CROSS REFERENCE TO RELATED APPLICATIONS

This is a continuation of U.S. application Ser. No. 15/594,733, filed May 15, 2017, U.S. Pat. No. 10,538,112, which claims priority from EP Application No. 16171835.8, filed May 27, 2016, which are hereby incorporated by reference in their entirety.

BACKGROUND

Printers and printing presses that print on inexpensive semi rigid and rigid print media are outfitted with media handling systems that help hold and manipulate the print media for the corresponding print engines. To avoid damage to the printhead in print engines that use non-contact printing technology, it is helpful to makes sure that flaws relating to the flatness of the print media are kept clear of the print head.

BRIEF DESCRIPTION OF THE DRAWINGS

FIGS. 1-7 schematically depict the path of print media through an example print media edge repair system.

FIG. 8 depicts a schematic representation of an example print media edge repair system.

FIG. 9 is flowchart of an example method for repairing print media edges.

FIG. 10 depicts an example of another example method for repairing print media edges.

DETAILED DESCRIPTION

The present disclosure includes example implementations of devices, systems, and methods for repairing the edges, such as the leading and trailing edge of rigid and semi rigid print media for use in noncontact printing presses.

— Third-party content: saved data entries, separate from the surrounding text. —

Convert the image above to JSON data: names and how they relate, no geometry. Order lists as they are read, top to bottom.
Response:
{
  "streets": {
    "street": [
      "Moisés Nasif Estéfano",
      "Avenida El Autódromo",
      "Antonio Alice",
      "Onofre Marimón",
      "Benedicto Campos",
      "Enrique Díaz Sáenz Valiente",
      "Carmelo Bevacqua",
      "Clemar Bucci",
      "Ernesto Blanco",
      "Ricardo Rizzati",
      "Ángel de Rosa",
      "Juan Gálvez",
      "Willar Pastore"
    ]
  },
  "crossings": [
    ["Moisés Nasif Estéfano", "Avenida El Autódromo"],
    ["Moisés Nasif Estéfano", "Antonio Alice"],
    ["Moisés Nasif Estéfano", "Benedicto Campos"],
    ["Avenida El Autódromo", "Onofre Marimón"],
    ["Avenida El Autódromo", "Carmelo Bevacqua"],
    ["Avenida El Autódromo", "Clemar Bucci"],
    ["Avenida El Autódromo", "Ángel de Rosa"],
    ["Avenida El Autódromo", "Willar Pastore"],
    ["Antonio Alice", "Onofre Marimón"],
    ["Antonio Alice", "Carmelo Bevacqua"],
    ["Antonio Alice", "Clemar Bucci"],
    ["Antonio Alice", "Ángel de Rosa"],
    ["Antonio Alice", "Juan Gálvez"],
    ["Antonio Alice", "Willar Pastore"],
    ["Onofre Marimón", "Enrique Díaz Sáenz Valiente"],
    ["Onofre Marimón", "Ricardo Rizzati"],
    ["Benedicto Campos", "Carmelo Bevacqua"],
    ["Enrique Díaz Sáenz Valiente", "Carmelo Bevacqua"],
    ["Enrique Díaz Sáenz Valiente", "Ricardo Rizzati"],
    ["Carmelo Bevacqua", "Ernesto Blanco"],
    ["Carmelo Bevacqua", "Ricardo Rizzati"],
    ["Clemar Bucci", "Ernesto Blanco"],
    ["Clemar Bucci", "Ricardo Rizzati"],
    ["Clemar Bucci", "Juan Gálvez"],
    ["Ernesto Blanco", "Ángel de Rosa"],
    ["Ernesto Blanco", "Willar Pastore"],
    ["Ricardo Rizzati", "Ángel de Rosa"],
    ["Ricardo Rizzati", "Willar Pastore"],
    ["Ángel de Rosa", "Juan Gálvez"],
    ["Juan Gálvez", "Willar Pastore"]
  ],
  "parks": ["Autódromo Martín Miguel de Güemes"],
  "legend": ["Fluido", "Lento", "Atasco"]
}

Damaged edges of rigid and semi rigid print media that extend above and below a plane dispose of the proper distance for noncontact printing (e.g., stand proud of a print zone support member) can contact sensitive elements of the corresponding print engine. For example, in a corrugated cardboard printing press, the low-cost high-volume cardboard medium often has damaged edges which need to be kept clear of a print engine, such as the printhead of an inkjet type printer. If the damaged edge includes dents, rips, tears, warpage and other defects that cause it to not lay flat on a support member, the edge of the print media may run into, collide, or drag across the sensitive inkjet print circuitry and potentially cause damage, and consequently delays and lost productivity.

In example implementations described herein include an edge repair system that can apply various repair treatments to a sheet of print media as it is fed into the paper handling system of the printing press. In some implementations, the print media edge repair system can receive individual sheets of print media from a lateral stack of print media. In such implementations, the leading and trailing edges of the print media can be repaired in a single operation as the sheet of print media moves laterally into position to be fed into the print media handling system of the printing press. In various example implementations, the print media edge repair system can include two repair elements. The repair elements can include rotating cylinders or static ramps that apply either abrasive, cutting, crushing, or wetting type repair treatments to the edges of the print media. Such treatments trim off damage portions of the print media or otherwise reduce the height it stands from the place of the print zone support member to avoid collisions between the print media and the sensitive elements of the print engine. Specific examples will be described herein in reference to the accompanying figures to illustrate aspects of the present disclosure. The specific examples are intended to be illustrative only and are not intended to limit the scope of the present disclosure.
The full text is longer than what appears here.